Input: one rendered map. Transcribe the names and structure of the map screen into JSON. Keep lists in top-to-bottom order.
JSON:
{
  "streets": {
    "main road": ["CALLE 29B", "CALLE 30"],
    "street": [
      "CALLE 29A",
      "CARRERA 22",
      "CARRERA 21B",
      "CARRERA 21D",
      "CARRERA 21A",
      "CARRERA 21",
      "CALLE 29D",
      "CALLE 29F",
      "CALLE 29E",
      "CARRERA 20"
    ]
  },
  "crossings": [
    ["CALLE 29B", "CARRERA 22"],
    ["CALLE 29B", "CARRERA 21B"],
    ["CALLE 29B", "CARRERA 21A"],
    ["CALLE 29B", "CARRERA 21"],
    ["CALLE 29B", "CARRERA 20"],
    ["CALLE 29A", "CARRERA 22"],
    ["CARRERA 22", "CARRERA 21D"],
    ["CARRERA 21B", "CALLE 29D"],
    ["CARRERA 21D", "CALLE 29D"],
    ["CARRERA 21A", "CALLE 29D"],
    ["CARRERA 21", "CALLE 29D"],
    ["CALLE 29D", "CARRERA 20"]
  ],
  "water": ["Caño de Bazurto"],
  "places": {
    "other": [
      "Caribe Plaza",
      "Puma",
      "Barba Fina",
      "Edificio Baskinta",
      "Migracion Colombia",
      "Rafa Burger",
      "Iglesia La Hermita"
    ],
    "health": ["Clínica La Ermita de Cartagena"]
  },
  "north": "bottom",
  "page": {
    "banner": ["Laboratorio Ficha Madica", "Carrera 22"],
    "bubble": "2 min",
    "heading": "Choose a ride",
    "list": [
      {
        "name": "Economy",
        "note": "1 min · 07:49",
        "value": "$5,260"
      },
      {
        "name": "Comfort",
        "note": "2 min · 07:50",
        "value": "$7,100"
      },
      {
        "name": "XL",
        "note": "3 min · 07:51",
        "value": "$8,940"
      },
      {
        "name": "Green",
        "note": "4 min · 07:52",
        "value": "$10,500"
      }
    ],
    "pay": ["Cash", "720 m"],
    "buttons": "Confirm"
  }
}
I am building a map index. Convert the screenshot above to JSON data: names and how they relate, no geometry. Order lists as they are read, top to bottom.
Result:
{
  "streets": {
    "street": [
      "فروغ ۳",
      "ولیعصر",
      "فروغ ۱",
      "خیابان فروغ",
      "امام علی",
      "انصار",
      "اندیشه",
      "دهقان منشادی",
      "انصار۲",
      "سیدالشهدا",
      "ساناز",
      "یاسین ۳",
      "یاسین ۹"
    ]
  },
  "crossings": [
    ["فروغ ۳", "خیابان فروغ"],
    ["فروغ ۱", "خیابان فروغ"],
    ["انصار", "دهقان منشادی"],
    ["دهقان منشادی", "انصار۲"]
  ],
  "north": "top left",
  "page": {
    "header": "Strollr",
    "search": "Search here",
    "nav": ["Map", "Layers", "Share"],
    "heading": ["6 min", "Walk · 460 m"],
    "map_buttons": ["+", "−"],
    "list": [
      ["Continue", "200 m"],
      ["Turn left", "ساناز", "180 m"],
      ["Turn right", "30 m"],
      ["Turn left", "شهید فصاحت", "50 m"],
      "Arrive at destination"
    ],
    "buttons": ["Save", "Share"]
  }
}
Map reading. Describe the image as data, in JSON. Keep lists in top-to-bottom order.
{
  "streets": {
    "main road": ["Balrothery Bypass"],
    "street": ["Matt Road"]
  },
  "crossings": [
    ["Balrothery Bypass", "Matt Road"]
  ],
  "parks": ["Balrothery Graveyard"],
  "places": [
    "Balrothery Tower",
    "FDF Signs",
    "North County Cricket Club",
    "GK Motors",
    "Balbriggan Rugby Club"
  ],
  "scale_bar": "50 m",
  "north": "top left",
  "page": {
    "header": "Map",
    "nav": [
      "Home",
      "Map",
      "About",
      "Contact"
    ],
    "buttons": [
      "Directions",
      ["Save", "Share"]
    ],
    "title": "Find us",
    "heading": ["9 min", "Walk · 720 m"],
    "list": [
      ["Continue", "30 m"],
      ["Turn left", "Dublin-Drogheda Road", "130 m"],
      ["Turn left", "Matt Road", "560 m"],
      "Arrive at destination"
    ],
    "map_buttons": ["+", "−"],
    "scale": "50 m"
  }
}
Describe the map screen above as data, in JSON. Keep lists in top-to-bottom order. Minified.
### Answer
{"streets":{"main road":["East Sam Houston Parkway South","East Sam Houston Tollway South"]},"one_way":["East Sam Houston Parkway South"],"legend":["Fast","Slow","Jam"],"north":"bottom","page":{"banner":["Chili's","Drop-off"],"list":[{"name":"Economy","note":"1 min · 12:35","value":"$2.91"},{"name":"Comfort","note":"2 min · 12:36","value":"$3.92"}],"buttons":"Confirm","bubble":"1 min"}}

......

» **Action item**
Whatever appears in the data above is to be set down exactly.

» **Result of the task**
Input: one rendered map. Transcribe the names and structure of the map screen into JSON. Keep lists in top-to-bottom order.
JSON:
{
  "streets": {
    "main road": ["CALLE 29B", "CALLE 30"],
    "street": [
      "CALLE 29A",
      "CARRERA 22",
      "CARRERA 21B",
      "CARRERA 21D",
      "CARRERA 21A",
      "CARRERA 21",
      "CALLE 29D",
      "CALLE 29F",
      "CALLE 29E",
      "CARRERA 20"
    ]
  },
  "crossings": [
    ["CALLE 29B", "CARRERA 22"],
    ["CALLE 29B", "CARRERA 21B"],
    ["CALLE 29B", "CARRERA 21A"],
    ["CALLE 29B", "CARRERA 21"],
    ["CALLE 29B", "CARRERA 20"],
    ["CALLE 29A", "CARRERA 22"],
    ["CARRERA 22", "CARRERA 21D"],
    ["CARRERA 21B", "CALLE 29D"],
    ["CARRERA 21D", "CALLE 29D"],
    ["CARRERA 21A", "CALLE 29D"],
    ["CARRERA 21", "CALLE 29D"],
    ["CALLE 29D", "CARRERA 20"]
  ],
  "water": ["Caño de Bazurto"],
  "places": {
    "other": [
      "Caribe Plaza",
      "Puma",
      "Barba Fina",
      "Edificio Baskinta",
      "Migracion Colombia",
      "Rafa Burger",
      "Iglesia La Hermita"
    ],
    "health": ["Clínica La Ermita de Cartagena"]
  },
  "north": "bottom",
  "page": {
    "banner": ["Laboratorio Ficha Madica", "Carrera 22"],
    "bubble": "2 min",
    "heading": "Choose a ride",
    "list": [
      {
        "name": "Economy",
        "note": "1 min · 07:49",
        "value": "$5,260"
      },
      {
        "name": "Comfort",
        "note": "2 min · 07:50",
        "value": "$7,100"
      },
      {
        "name": "XL",
        "note": "3 min · 07:51",
        "value": "$8,940"
      },
      {
        "name": "Green",
        "note": "4 min · 07:52",
        "value": "$10,500"
      }
    ],
    "pay": ["Cash", "720 m"],
    "buttons": "Confirm"
  }
}
I am building a map index. Convert the screenshot above to JSON data: names and how they relate, no geometry. Order lists as they are read, top to bottom.
Result:
{
  "streets": {
    "street": [
      "فروغ ۳",
      "ولیعصر",
      "فروغ ۱",
      "خیابان فروغ",
      "امام علی",
      "انصار",
      "اندیشه",
      "دهقان منشادی",
      "انصار۲",
      "سیدالشهدا",
      "ساناز",
      "یاسین ۳",
      "یاسین ۹"
    ]
  },
  "crossings": [
    ["فروغ ۳", "خیابان فروغ"],
    ["فروغ ۱", "خیابان فروغ"],
    ["انصار", "دهقان منشادی"],
    ["دهقان منشادی", "انصار۲"]
  ],
  "north": "top left",
  "page": {
    "header": "Strollr",
    "search": "Search here",
    "nav": ["Map", "Layers", "Share"],
    "heading": ["6 min", "Walk · 460 m"],
    "map_buttons": ["+", "−"],
    "list": [
      ["Continue", "200 m"],
      ["Turn left", "ساناز", "180 m"],
      ["Turn right", "30 m"],
      ["Turn left", "شهید فصاحت", "50 m"],
      "Arrive at destination"
    ],
    "buttons": ["Save", "Share"]
  }
}
Map reading. Describe the image as data, in JSON. Keep lists in top-to-bottom order.
{
  "streets": {
    "main road": ["Balrothery Bypass"],
    "street": ["Matt Road"]
  },
  "crossings": [
    ["Balrothery Bypass", "Matt Road"]
  ],
  "parks": ["Balrothery Graveyard"],
  "places": [
    "Balrothery Tower",
    "FDF Signs",
    "North County Cricket Club",
    "GK Motors",
    "Balbriggan Rugby Club"
  ],
  "scale_bar": "50 m",
  "north": "top left",
  "page": {
    "header": "Map",
    "nav": [
      "Home",
      "Map",
      "About",
      "Contact"
    ],
    "buttons": [
      "Directions",
      ["Save", "Share"]
    ],
    "title": "Find us",
    "heading": ["9 min", "Walk · 720 m"],
    "list": [
      ["Continue", "30 m"],
      ["Turn left", "Dublin-Drogheda Road", "130 m"],
      ["Turn left", "Matt Road", "560 m"],
      "Arrive at destination"
    ],
    "map_buttons": ["+", "−"],
    "scale": "50 m"
  }
}
Describe the map screen above as data, in JSON. Keep lists in top-to-bottom order. Minified.
### Answer
{"streets":{"main road":["East Sam Houston Parkway South","East Sam Houston Tollway South"]},"one_way":["East Sam Houston Parkway South"],"legend":["Fast","Slow","Jam"],"north":"bottom","page":{"banner":["Chili's","Drop-off"],"list":[{"name":"Economy","note":"1 min · 12:35","value":"$2.91"},{"name":"Comfort","note":"2 min · 12:36","value":"$3.92"}],"buttons":"Confirm","bubble":"1 min"}}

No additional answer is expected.